| Task goal |
Every record is to be printed exactly as written; pictures are to be omitted.
** Opening Provided records block **
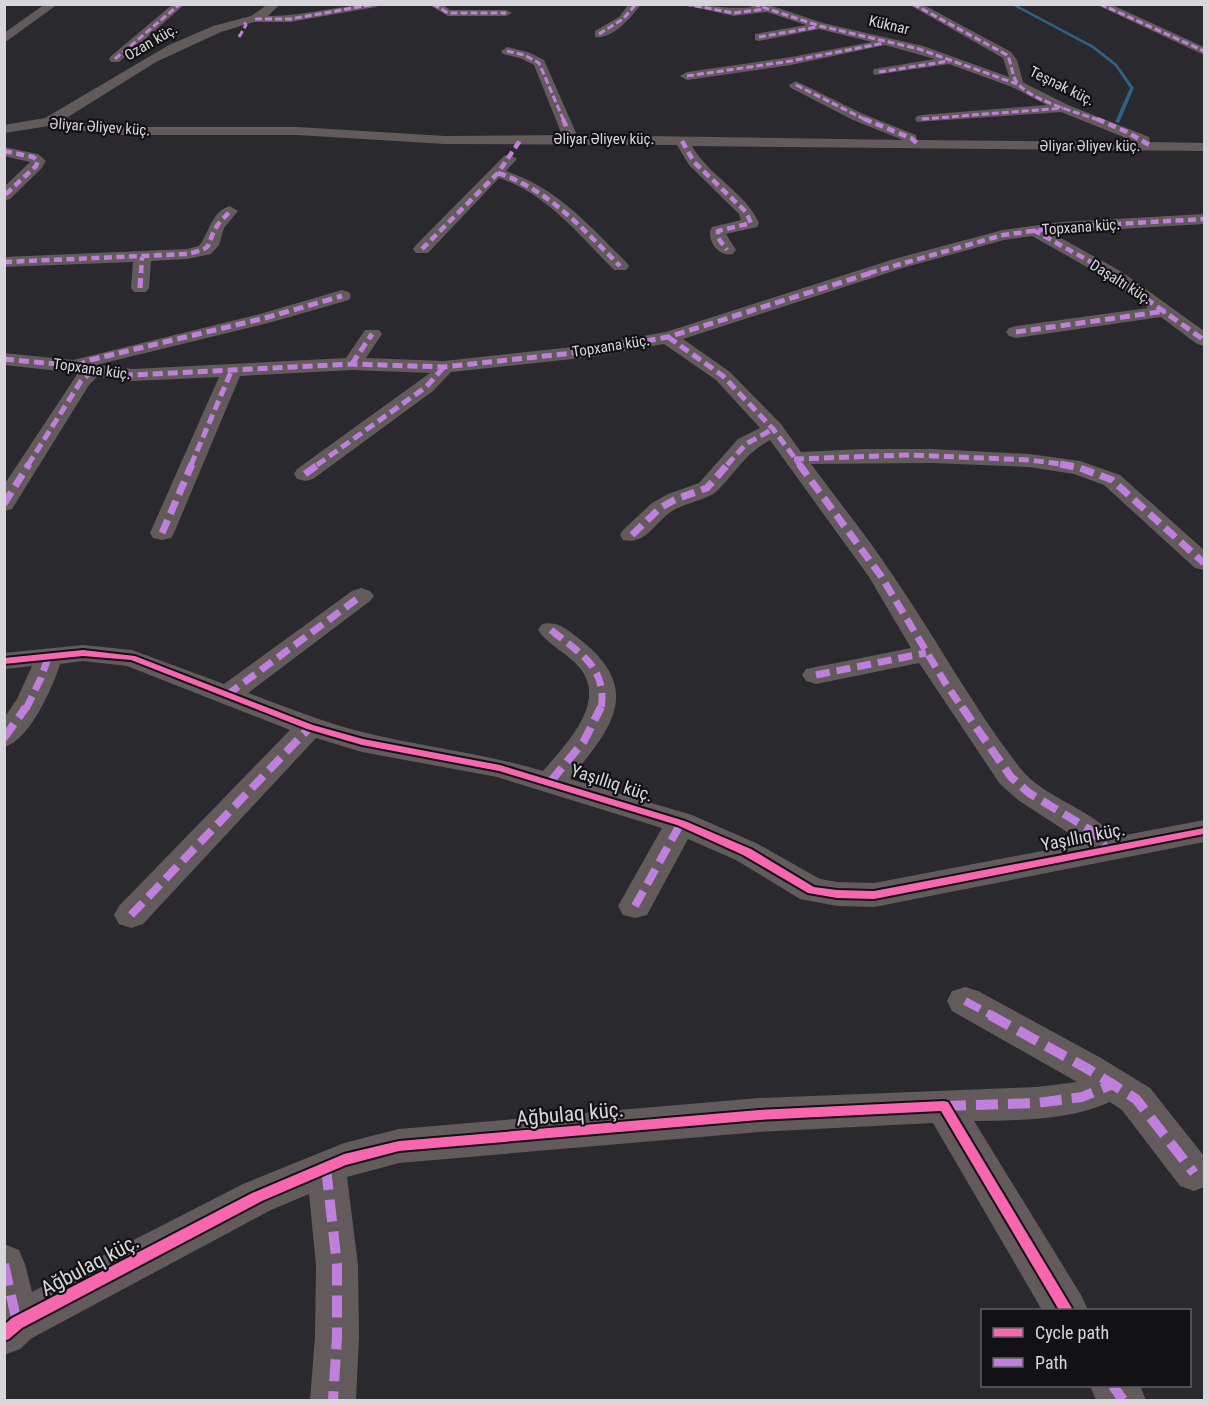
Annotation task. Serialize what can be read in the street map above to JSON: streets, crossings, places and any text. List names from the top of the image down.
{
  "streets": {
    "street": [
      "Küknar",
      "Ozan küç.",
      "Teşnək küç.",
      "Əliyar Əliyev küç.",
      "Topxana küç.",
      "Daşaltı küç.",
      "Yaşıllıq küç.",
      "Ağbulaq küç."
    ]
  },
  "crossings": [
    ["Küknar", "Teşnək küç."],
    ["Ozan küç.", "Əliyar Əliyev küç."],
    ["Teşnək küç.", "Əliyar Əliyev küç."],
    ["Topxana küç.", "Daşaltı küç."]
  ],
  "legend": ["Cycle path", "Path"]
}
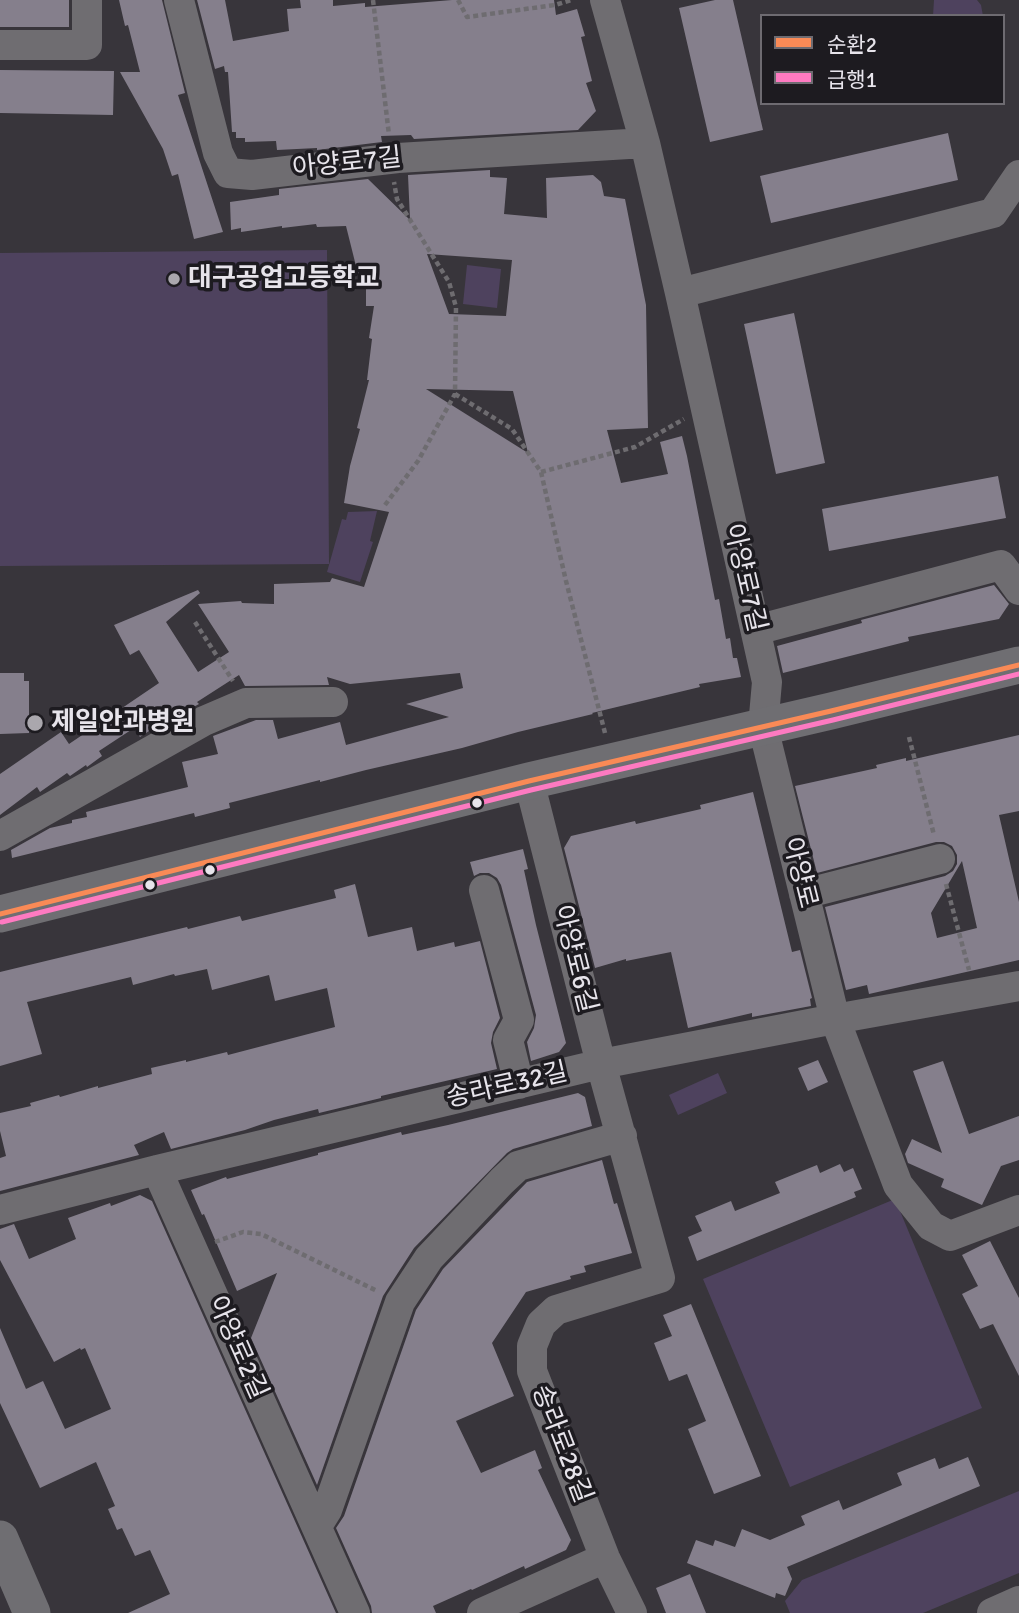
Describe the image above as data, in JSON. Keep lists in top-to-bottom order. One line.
** Closing Provided records block **
| Solution |
Annotation task. Serialize what can be read in the street map above to JSON: streets, crossings, places and any text. List names from the top of the image down.
{
  "streets": {
    "street": [
      "Küknar",
      "Ozan küç.",
      "Teşnək küç.",
      "Əliyar Əliyev küç.",
      "Topxana küç.",
      "Daşaltı küç.",
      "Yaşıllıq küç.",
      "Ağbulaq küç."
    ]
  },
  "crossings": [
    ["Küknar", "Teşnək küç."],
    ["Ozan küç.", "Əliyar Əliyev küç."],
    ["Teşnək küç.", "Əliyar Əliyev küç."],
    ["Topxana küç.", "Daşaltı küç."]
  ],
  "legend": ["Cycle path", "Path"]
}
Describe the image above as data, in JSON. Keep lists in top-to-bottom order. One line.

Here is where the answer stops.